» **PROMPT**
Please read the records below and return each line holding the string "positions".

-.-.-

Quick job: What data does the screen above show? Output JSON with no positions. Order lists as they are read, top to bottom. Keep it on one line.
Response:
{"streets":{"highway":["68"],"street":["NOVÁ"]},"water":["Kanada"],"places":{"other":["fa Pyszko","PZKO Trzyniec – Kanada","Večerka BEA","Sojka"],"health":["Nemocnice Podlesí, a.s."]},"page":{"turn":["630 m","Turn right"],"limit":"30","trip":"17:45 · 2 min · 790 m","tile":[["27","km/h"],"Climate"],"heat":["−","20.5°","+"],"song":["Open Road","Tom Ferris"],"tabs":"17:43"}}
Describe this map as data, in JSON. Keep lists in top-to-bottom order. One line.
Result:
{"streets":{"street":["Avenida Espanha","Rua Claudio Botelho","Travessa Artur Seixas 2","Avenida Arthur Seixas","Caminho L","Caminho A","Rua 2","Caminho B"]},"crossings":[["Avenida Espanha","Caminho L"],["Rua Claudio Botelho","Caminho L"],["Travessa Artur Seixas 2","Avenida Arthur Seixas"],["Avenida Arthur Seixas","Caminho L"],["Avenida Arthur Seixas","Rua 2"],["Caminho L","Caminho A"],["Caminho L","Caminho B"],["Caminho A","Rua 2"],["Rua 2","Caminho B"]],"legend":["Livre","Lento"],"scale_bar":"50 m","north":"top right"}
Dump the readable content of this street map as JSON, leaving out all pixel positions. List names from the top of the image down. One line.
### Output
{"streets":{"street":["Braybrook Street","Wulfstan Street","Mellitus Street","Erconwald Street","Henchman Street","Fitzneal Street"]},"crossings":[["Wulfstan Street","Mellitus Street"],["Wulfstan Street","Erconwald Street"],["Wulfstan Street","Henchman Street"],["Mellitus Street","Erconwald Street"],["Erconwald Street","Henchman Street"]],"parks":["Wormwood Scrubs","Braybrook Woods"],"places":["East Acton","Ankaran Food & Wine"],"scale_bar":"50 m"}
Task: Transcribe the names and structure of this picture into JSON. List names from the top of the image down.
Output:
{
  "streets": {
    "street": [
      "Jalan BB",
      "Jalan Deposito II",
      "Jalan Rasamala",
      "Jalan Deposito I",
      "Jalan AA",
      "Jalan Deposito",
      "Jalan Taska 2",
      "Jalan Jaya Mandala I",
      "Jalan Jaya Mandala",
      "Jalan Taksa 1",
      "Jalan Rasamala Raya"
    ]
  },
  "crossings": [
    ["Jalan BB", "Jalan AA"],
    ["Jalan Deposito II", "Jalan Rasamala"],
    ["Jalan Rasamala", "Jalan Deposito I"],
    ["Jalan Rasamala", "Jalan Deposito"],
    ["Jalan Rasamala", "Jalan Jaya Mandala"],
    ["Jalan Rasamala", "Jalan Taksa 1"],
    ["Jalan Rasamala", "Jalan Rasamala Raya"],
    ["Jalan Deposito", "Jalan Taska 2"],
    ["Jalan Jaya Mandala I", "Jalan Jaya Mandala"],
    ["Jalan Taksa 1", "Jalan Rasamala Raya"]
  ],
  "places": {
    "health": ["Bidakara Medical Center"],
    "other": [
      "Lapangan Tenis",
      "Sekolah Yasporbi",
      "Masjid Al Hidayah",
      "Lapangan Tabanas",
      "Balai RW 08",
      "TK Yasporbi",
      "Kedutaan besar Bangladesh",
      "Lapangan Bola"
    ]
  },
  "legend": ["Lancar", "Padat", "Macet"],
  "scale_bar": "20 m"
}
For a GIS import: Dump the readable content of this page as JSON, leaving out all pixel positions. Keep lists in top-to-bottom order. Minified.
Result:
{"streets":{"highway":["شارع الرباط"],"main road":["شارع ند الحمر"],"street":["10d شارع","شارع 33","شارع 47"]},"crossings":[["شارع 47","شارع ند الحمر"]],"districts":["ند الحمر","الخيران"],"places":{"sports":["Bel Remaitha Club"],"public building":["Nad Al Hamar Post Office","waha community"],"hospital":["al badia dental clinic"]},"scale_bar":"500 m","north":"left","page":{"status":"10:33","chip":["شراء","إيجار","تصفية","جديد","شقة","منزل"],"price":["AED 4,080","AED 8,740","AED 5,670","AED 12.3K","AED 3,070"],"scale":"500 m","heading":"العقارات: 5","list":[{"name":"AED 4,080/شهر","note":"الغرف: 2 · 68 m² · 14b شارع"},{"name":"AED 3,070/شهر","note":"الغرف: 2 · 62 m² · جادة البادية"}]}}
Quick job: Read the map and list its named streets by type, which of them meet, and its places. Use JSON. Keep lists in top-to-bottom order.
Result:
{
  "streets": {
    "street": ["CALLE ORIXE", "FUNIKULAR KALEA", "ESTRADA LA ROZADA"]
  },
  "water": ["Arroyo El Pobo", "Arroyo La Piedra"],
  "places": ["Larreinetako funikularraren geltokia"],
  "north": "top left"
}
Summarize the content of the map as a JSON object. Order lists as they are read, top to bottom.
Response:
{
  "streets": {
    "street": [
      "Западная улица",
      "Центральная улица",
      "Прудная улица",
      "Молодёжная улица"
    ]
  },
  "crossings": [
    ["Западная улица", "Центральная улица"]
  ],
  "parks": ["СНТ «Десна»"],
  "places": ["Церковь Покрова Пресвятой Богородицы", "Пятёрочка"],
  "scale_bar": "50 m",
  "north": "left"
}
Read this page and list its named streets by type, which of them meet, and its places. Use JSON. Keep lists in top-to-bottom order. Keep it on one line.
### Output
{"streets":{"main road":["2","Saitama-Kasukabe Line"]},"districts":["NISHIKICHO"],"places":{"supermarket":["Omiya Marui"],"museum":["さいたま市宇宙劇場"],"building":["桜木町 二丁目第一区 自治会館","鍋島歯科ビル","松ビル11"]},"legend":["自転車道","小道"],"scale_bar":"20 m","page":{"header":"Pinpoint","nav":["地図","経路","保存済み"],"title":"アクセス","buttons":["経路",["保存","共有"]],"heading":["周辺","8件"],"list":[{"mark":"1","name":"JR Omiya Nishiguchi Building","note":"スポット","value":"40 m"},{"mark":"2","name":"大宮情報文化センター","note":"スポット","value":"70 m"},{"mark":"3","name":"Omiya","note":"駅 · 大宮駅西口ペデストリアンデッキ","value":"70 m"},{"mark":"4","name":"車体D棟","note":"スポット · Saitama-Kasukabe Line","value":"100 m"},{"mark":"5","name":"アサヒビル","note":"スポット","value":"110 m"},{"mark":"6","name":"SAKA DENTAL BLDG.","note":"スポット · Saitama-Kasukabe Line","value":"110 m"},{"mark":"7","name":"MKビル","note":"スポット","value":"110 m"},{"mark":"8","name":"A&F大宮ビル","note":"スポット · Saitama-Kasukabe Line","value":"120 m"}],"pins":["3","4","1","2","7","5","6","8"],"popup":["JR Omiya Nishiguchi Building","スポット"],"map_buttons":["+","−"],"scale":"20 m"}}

-.-.-

» **WORKED SOLUTION**
Quick job: What data does the screen above show? Output JSON with no positions. Order lists as they are read, top to bottom. Keep it on one line.
Dump the readable content of this street map as JSON, leaving out all pixel positions. List names from the top of the image down. One line.
For a GIS import: Dump the readable content of this page as JSON, leaving out all pixel positions. Keep lists in top-to-bottom order. Minified.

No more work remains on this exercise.